Digital Learning Pricing in 2025: What’s Truly Changing And Why Custom E-Learning and Microlearning Are Now More Expensive
- Wordbuzzing

- Nov 20
- 4 min read

The 2025 ISTF France Digital Learning Price Index shows a market that is no longer just reacting to economic pressure: it is reorganizing itself. Companies are investing more selectively, focusing on measurable results, and reconsidering the balance between internal development and external expertise. Overall, prices have increased by an average of 4% compared to 2024, but this rise masks a far more complex transformation.
While some formats stabilize or even decline, custom e-learning, microlearning, and premium digital assets continue to grow rapidly. These changes tell a clear story: organizations value formats that combine quality, flexibility, and scale.
Below is a detailed analysis of the trends influencing digital learning budgets in 2025, with a particular focus on custom digital content, the category experiencing the most significant evolution.

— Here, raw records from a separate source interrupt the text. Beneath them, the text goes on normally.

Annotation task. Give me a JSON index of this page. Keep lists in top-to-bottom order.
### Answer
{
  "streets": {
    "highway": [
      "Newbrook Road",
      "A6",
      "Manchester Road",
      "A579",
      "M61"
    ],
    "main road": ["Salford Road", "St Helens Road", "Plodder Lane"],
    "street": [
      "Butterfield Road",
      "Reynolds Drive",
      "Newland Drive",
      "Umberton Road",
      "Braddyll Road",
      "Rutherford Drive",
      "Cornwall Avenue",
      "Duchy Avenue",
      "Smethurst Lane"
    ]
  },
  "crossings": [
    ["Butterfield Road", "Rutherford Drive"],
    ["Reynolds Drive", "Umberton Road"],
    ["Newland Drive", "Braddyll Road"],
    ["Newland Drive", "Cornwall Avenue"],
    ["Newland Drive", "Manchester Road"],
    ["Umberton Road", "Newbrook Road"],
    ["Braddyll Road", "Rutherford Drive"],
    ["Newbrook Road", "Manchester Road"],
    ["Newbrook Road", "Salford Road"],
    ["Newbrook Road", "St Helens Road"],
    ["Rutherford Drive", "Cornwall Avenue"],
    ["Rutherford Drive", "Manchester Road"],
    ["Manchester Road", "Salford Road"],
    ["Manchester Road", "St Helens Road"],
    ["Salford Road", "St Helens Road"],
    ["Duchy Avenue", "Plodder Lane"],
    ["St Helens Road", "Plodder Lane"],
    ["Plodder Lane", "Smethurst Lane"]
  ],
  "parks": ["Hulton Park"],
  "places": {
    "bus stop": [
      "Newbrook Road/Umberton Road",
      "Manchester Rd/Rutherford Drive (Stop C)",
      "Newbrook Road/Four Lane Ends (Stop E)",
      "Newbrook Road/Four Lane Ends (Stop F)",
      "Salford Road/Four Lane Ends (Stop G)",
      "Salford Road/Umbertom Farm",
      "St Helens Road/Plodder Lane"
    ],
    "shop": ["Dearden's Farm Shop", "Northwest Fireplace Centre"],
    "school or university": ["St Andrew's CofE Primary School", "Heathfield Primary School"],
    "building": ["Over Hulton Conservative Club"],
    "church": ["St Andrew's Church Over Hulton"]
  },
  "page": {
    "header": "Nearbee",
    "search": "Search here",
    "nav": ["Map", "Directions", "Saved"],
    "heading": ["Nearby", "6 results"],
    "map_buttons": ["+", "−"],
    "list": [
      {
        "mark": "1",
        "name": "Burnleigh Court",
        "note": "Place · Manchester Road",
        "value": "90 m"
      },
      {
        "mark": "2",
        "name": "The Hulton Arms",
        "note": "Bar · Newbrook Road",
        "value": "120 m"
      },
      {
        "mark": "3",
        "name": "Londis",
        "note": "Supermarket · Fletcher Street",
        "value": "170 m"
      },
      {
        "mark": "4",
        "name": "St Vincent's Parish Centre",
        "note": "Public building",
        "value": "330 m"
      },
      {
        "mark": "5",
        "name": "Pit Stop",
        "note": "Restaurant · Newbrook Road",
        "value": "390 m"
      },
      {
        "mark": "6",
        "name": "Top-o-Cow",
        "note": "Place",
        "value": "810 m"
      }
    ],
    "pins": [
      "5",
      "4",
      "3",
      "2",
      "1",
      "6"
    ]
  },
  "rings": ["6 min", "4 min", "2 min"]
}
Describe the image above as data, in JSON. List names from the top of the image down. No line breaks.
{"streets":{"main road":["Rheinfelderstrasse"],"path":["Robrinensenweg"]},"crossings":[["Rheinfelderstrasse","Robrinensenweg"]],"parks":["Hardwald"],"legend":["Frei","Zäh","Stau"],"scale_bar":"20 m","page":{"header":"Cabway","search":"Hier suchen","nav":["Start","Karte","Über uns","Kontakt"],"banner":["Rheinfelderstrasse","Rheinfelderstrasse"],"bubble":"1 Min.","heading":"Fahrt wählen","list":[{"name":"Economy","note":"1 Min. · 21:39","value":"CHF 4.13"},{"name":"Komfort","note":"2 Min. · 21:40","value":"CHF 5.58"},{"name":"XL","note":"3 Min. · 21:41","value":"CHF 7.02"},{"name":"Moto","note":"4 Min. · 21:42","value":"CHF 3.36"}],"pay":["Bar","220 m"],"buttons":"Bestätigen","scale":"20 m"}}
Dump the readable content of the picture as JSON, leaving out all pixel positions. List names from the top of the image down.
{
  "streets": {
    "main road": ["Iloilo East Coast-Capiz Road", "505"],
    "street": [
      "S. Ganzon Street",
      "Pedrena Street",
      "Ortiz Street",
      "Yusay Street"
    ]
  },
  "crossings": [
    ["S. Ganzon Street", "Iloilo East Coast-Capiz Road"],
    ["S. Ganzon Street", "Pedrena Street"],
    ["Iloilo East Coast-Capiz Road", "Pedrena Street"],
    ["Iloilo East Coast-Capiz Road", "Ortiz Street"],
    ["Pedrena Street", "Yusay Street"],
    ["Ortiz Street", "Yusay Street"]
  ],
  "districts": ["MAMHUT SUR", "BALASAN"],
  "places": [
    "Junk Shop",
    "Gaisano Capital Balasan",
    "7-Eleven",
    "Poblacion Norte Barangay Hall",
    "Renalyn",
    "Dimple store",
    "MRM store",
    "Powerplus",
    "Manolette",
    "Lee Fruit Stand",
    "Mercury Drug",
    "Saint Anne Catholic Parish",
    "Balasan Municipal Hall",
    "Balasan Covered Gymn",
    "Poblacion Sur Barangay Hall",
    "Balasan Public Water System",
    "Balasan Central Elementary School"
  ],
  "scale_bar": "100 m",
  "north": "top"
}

1. Instructor-Led Training: Stabilisation After Years of Volatility
In-person training (intra-company) remains one of the most commonly used modalities. Pricing stabilizes at €1,890 per day, just €5 more than in 2024. Despite inflationary pressures in previous years, the market now appears steady.
Prices still vary significantly depending on topic complexity, ranging from €1,200 (generalist themes) to over €2,000 for specialized skills.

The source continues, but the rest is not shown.